Hoy lo sabemos, sin ambages, fuimos engañados y lo aceptamos sin oponer resistencia. Televisión por cable, sonido estéreo, discos compactos, cirugía estética, implantes de silicona, alimentos cancerígenos. Todo el futuro prometido lo cambiamos por un simple pantallazo en las redes virtuales. Mientras el cuerpo se esfumaba un poco cada vez (las grandes masas acéfalas disfrutando a cabalidad de sus economías a escala infinitesimal), fuimos confinados a porciones más y más insignificantes de soma real. Y esta verdad/mentira orwelliana lo cubrió todo hasta donde la vista alcanzaba, estableciendo un nudo estético-conceptual difícil de zanjar en todo escritor latinoamericano de los 80 y 90, que no fuese por la vía subliminal del Realismo Sucio o la explosiva pero infecunda denuncia política. Y nos ha costado décadas que la comunidad lectora examine discretamente el mapa literario del periodo en su totalidad.

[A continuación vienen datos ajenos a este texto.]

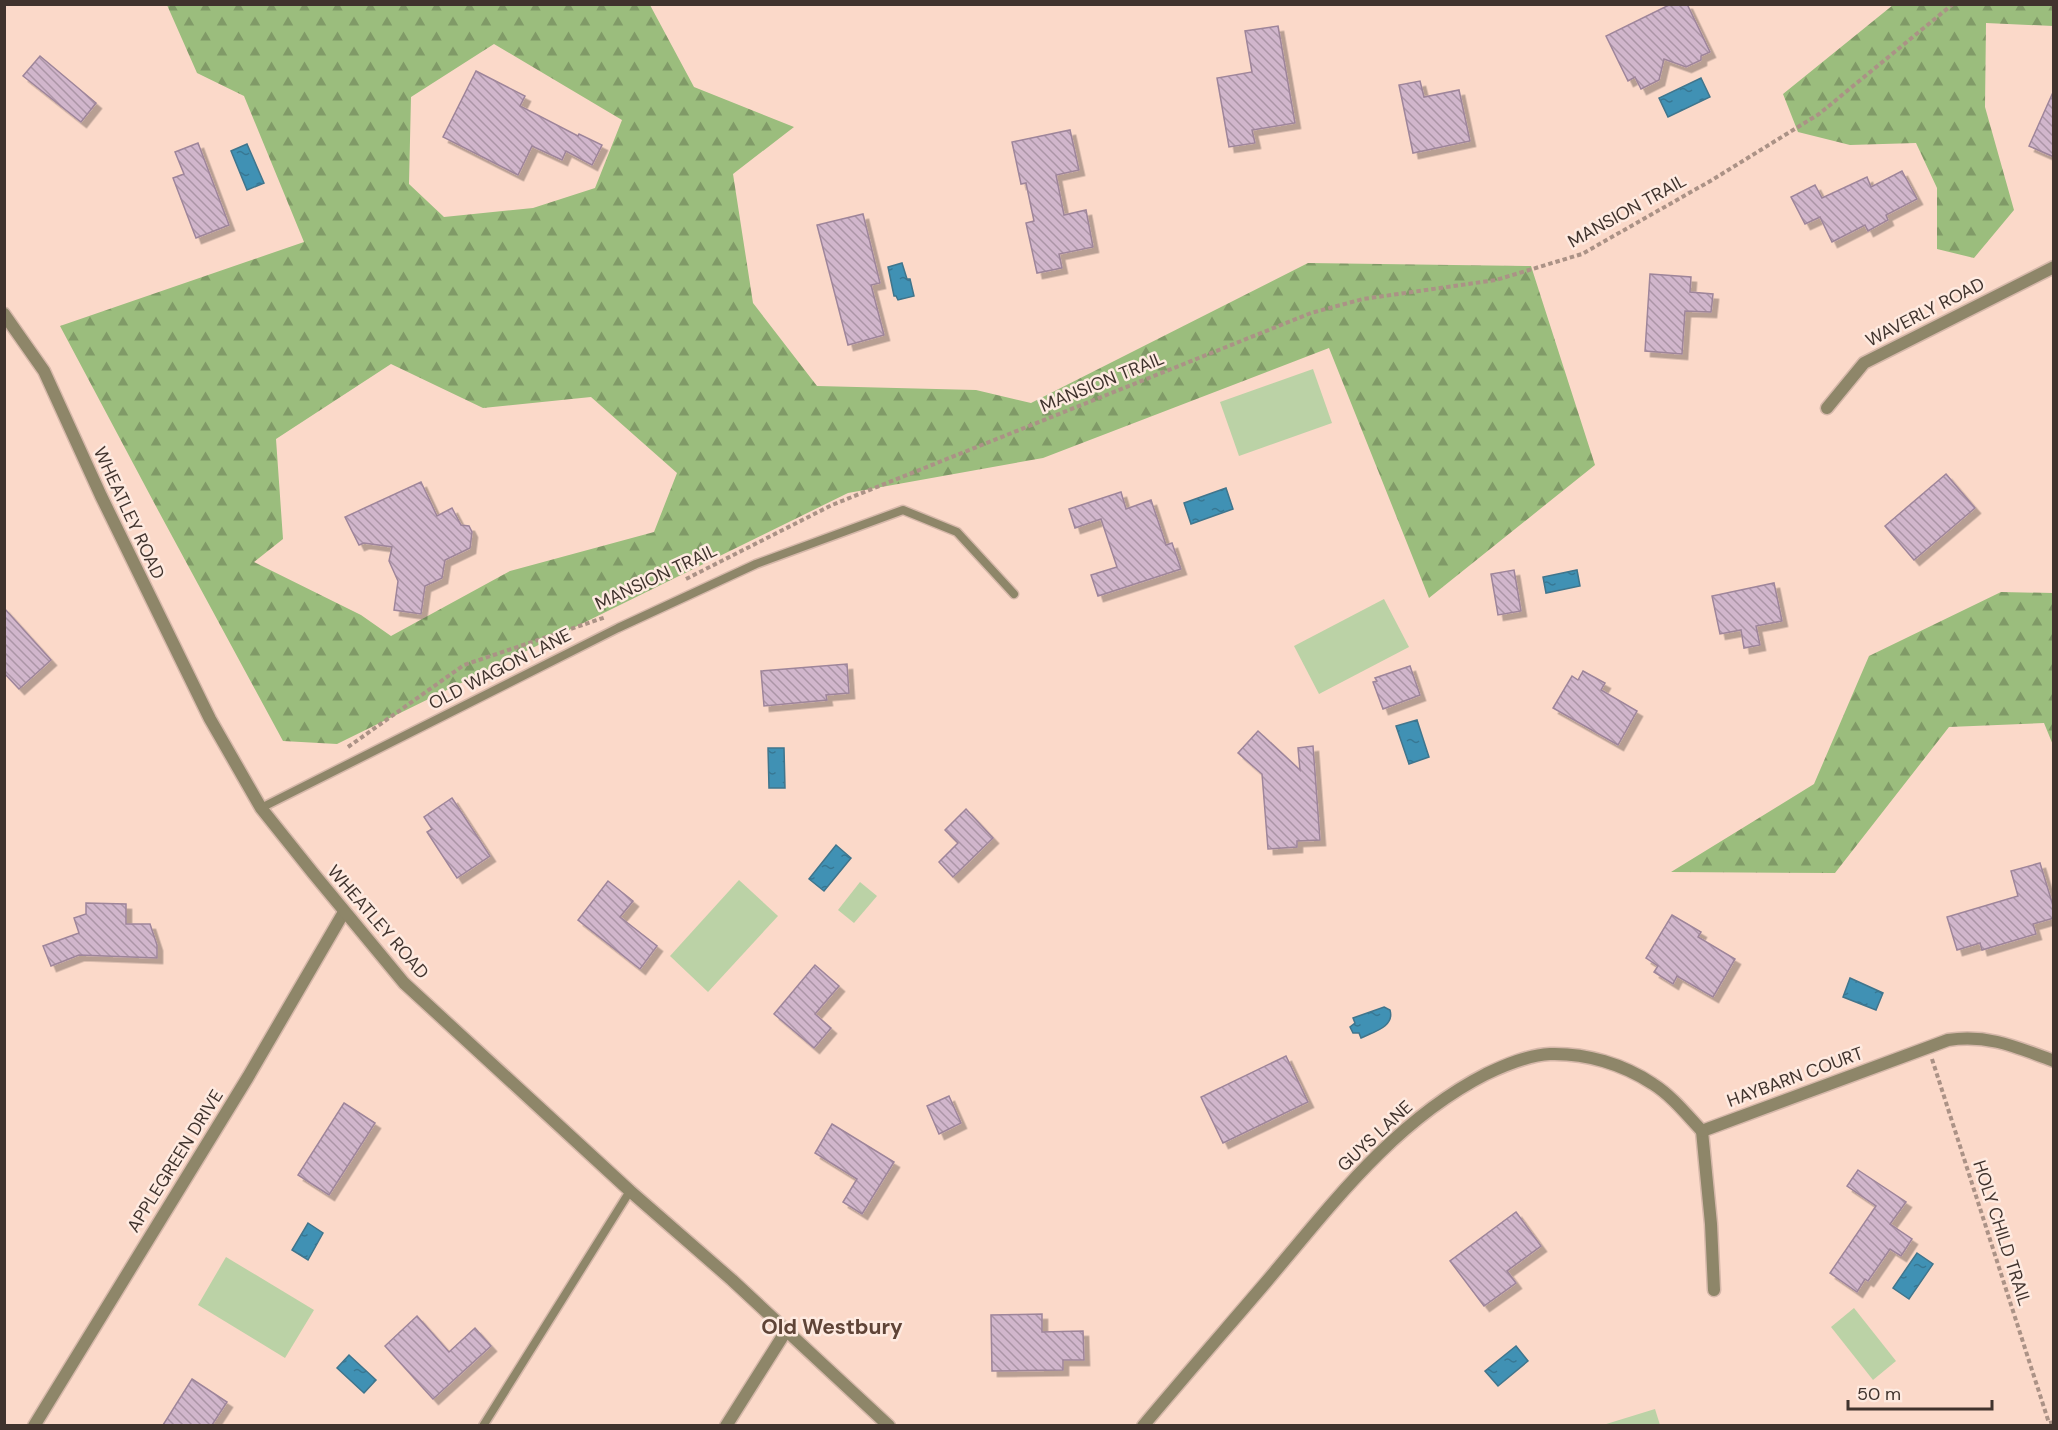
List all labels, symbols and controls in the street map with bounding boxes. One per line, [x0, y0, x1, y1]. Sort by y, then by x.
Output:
street label: MANSION TRAIL [1564, 169, 1690, 253]
street label: WAVERLY ROAD [1862, 272, 1988, 352]
street label: MANSION TRAIL [1036, 346, 1168, 418]
street label: WHEATLEY ROAD [88, 443, 170, 583]
street label: MANSION TRAIL [591, 538, 721, 616]
street label: OLD WAGON LANE [425, 623, 575, 715]
street label: WHEATLEY ROAD [322, 860, 434, 984]
street label: HAYBARN COURT [1724, 1041, 1866, 1113]
street label: APPLEGREEN DRIVE [121, 1085, 229, 1237]
street label: GUYS LANE [1332, 1095, 1418, 1177]
street label: HOLY CHILD TRAIL [1967, 1157, 2037, 1309]
district label: Old Westbury [761, 1313, 903, 1341]
scale bar [1848, 1373, 1992, 1411]
text: 50 m [1857, 1382, 1901, 1406]

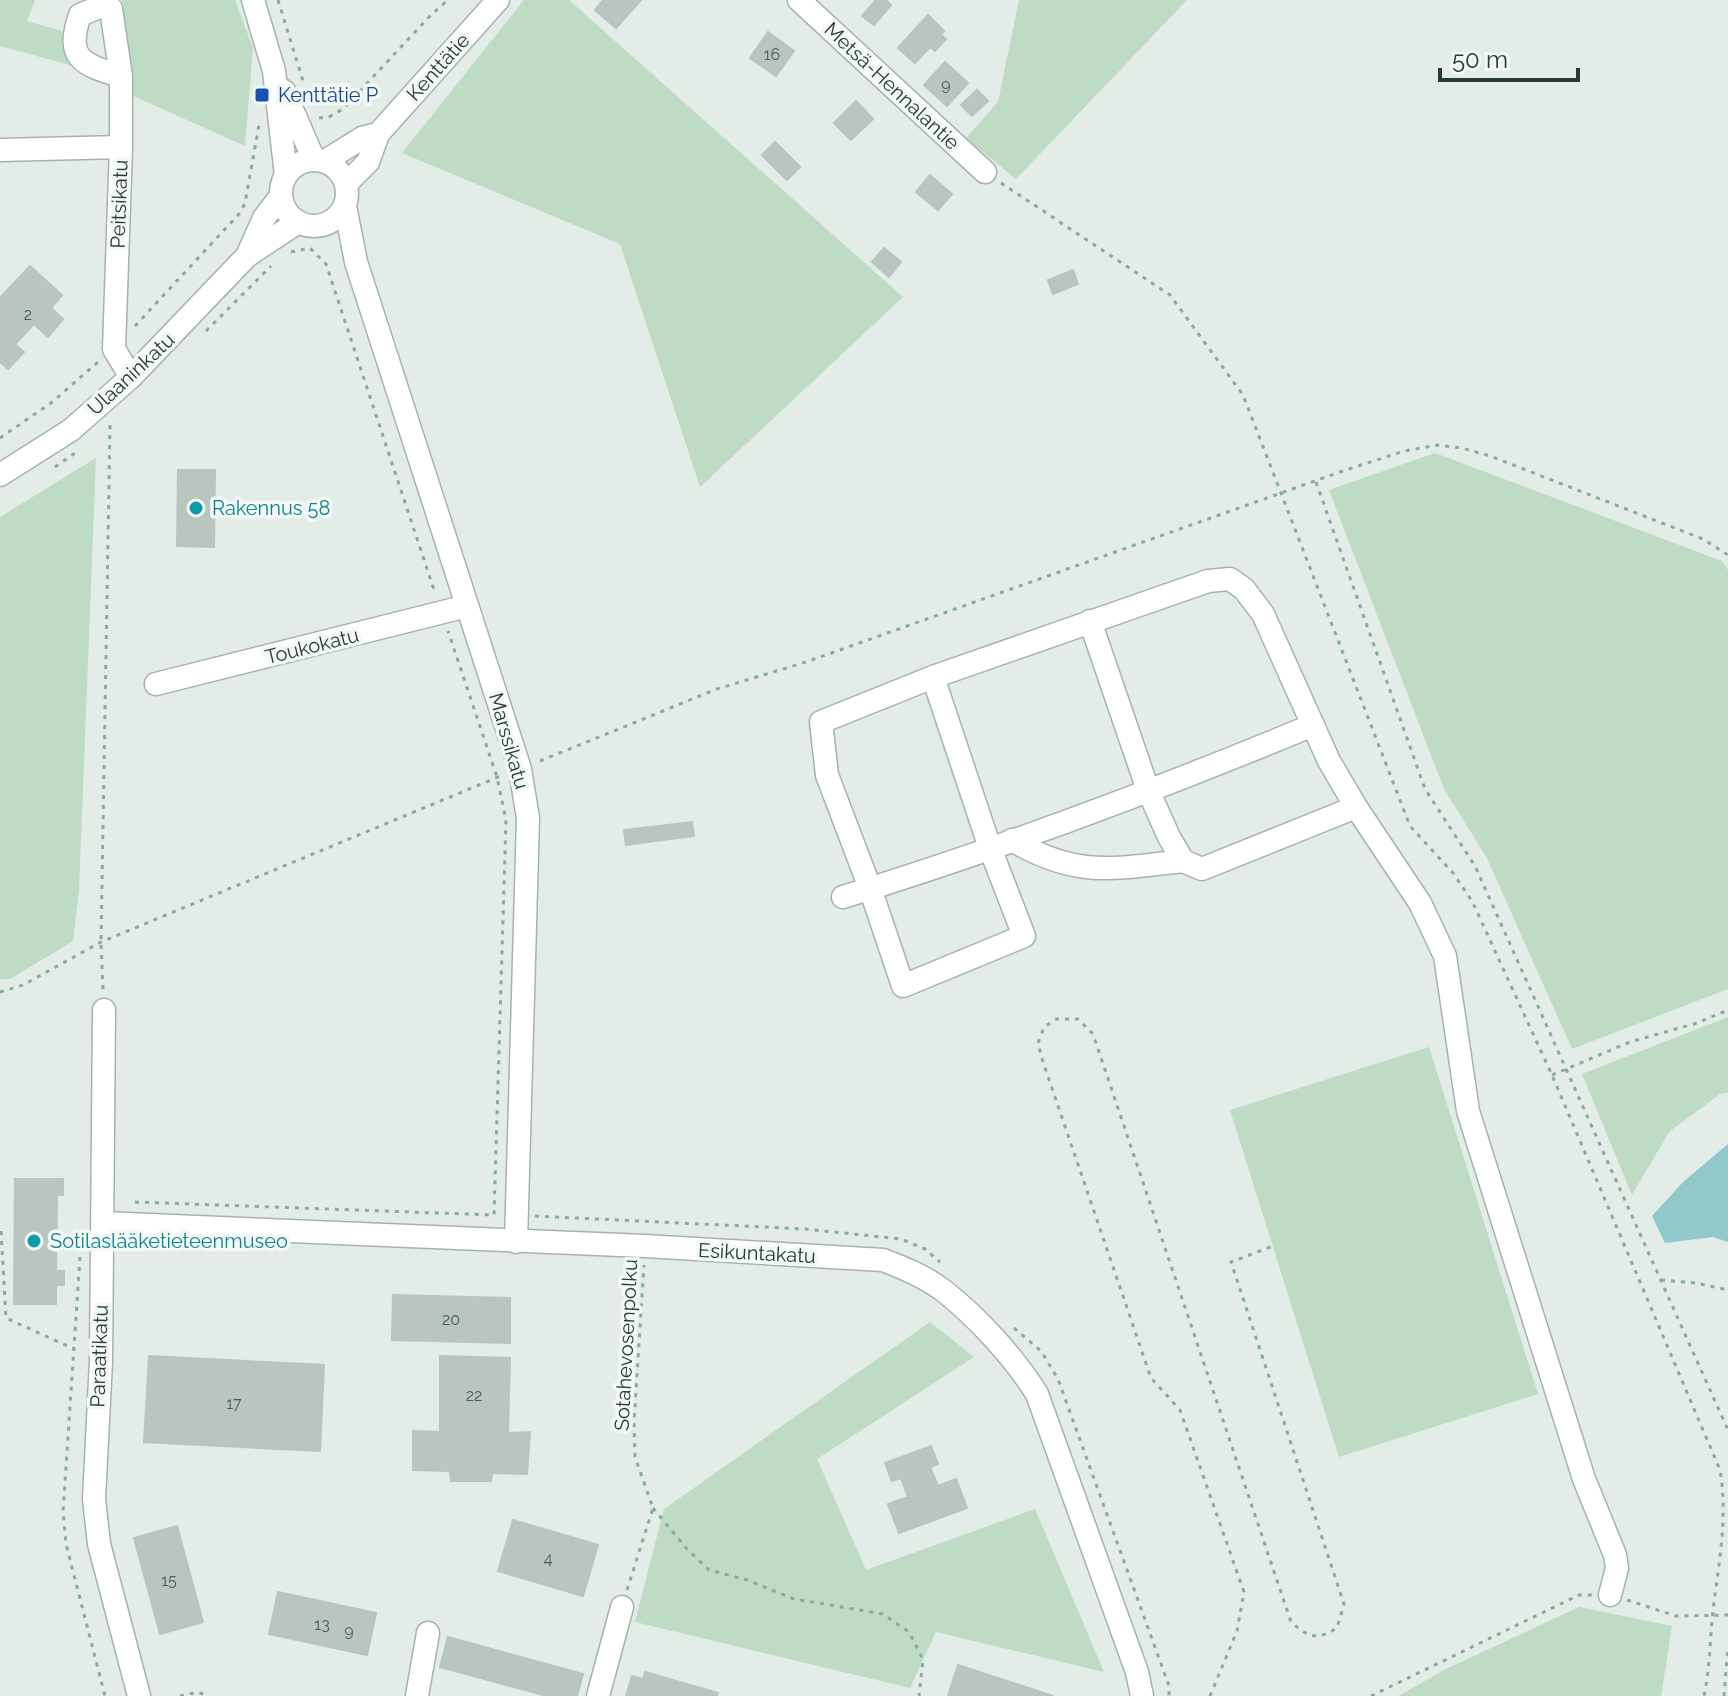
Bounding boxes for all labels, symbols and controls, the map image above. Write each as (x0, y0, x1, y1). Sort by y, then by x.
street label: Metsä-Hennalantie (819, 17, 965, 155)
street label: Kenttätie (401, 28, 475, 106)
scale bar (1440, 32, 1578, 82)
house number: 16 (764, 45, 780, 64)
text: 50 m (1452, 45, 1508, 74)
house number: 9 (941, 75, 951, 94)
place label: Kenttätie P (278, 83, 378, 107)
marker: Kenttätie P (253, 86, 271, 104)
street label: Peitsikatu (105, 159, 133, 249)
house number: 2 (24, 305, 32, 324)
street label: Ulaaninkatu (83, 328, 179, 420)
place label: Rakennus 58 (212, 496, 330, 520)
marker: Rakennus 58 (187, 499, 205, 517)
street label: Toukokatu (263, 623, 361, 669)
street label: Marssikatu (484, 690, 534, 792)
place label: Sotilaslääketieteenmuseo (50, 1229, 288, 1253)
marker: Sotilaslääketieteenmuseo (25, 1232, 43, 1250)
street label: Esikuntakatu (698, 1238, 816, 1268)
street label: Sotahevosenpolku (610, 1258, 642, 1432)
street label: Paraatikatu (85, 1304, 113, 1408)
house number: 20 (442, 1310, 460, 1329)
house number: 22 (466, 1386, 482, 1405)
house number: 17 (226, 1394, 242, 1413)
house number: 4 (544, 1549, 553, 1568)
house number: 15 (161, 1571, 177, 1590)
house number: 13 (314, 1615, 330, 1634)
house number: 9 (344, 1621, 354, 1640)

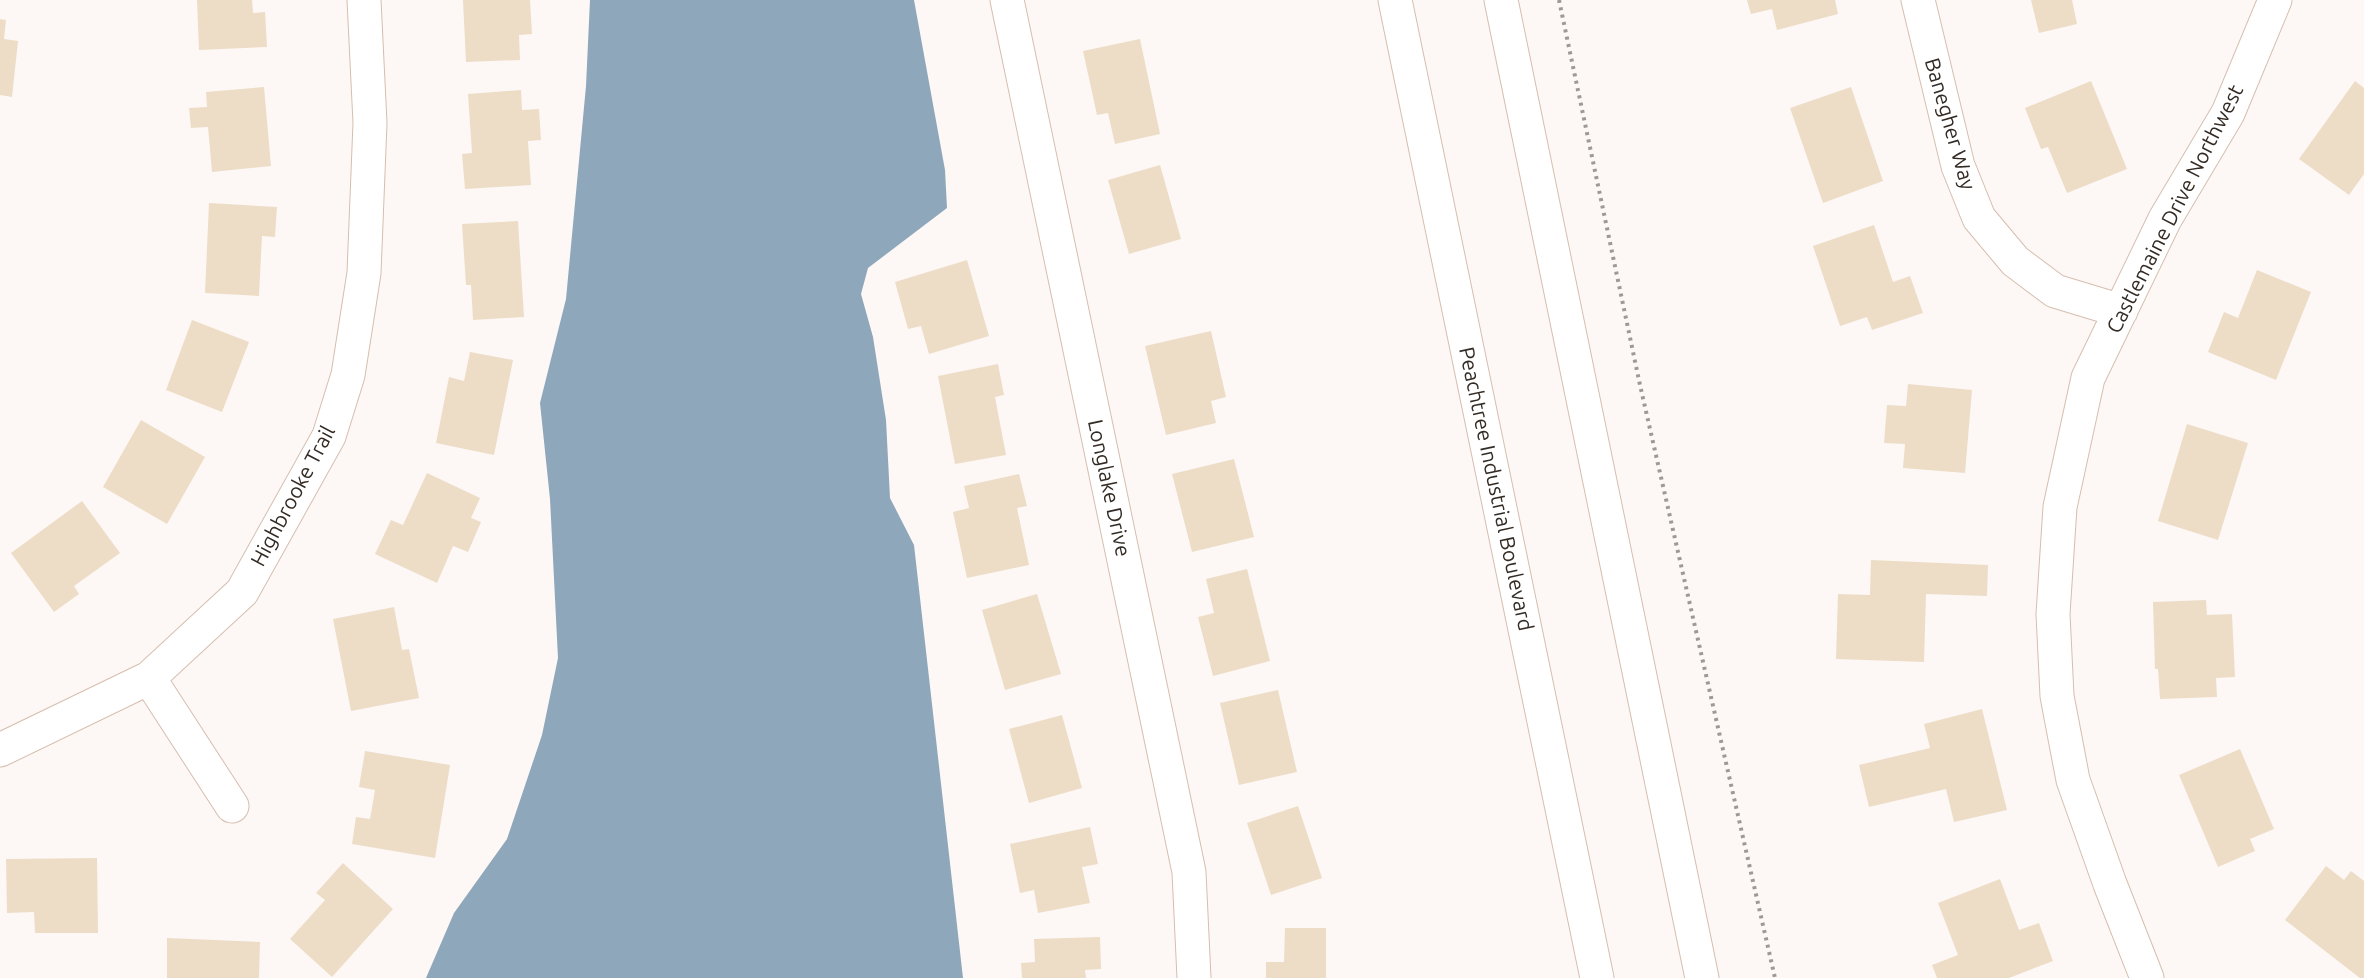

Por ello presiento que visitar aquí algunos nombres y obras adscritas al subgénero cyberpunk tiene especial relevancia, pues nos conduce a pensar desde ahora en nuevos enfoques críticos; por ejemplo, dejar de acusar la reiterada desideologización de los referentes culturales mal llamados masivos (terror, fantasía y ciencia ficción), puesto que es tal lectura miope la causante de la circulación restringida de las obras aquí consignadas, y no su real valía estético-ideológica, que esperamos sea puesta a prueba por el lector inquieto.
Y antes de clausurar este tragaluz con aerosol reflectante, dejemos inscritas en la pared descascarada de un minúsculo cuarto de motel siglo XXI, las perspicaces palabras del joven autor argentino, Michel Nieva, en su conferencia del 2016, “Una lectura cyberpunk de la literatura argentina”, que sin dar su brazo a torcer frente a los placeres para nada virtuales de la tecnofilia, defiende el carácter contestatario de este movimiento literario, el cyberpunk escrito desde/para Latinoamérica: “Este festejo ciego del dispositivo, que a diario vivimos, no es otra cosa que el esteticismo de la tecnología, que mueve millones y que el capital concentrado propugna. Pero a esta estetización de la tecnología sólo podemos responder con una politización tecnológica del arte, con una literatura que engendre distopías sobre los modos económicos de producción del presente […]”.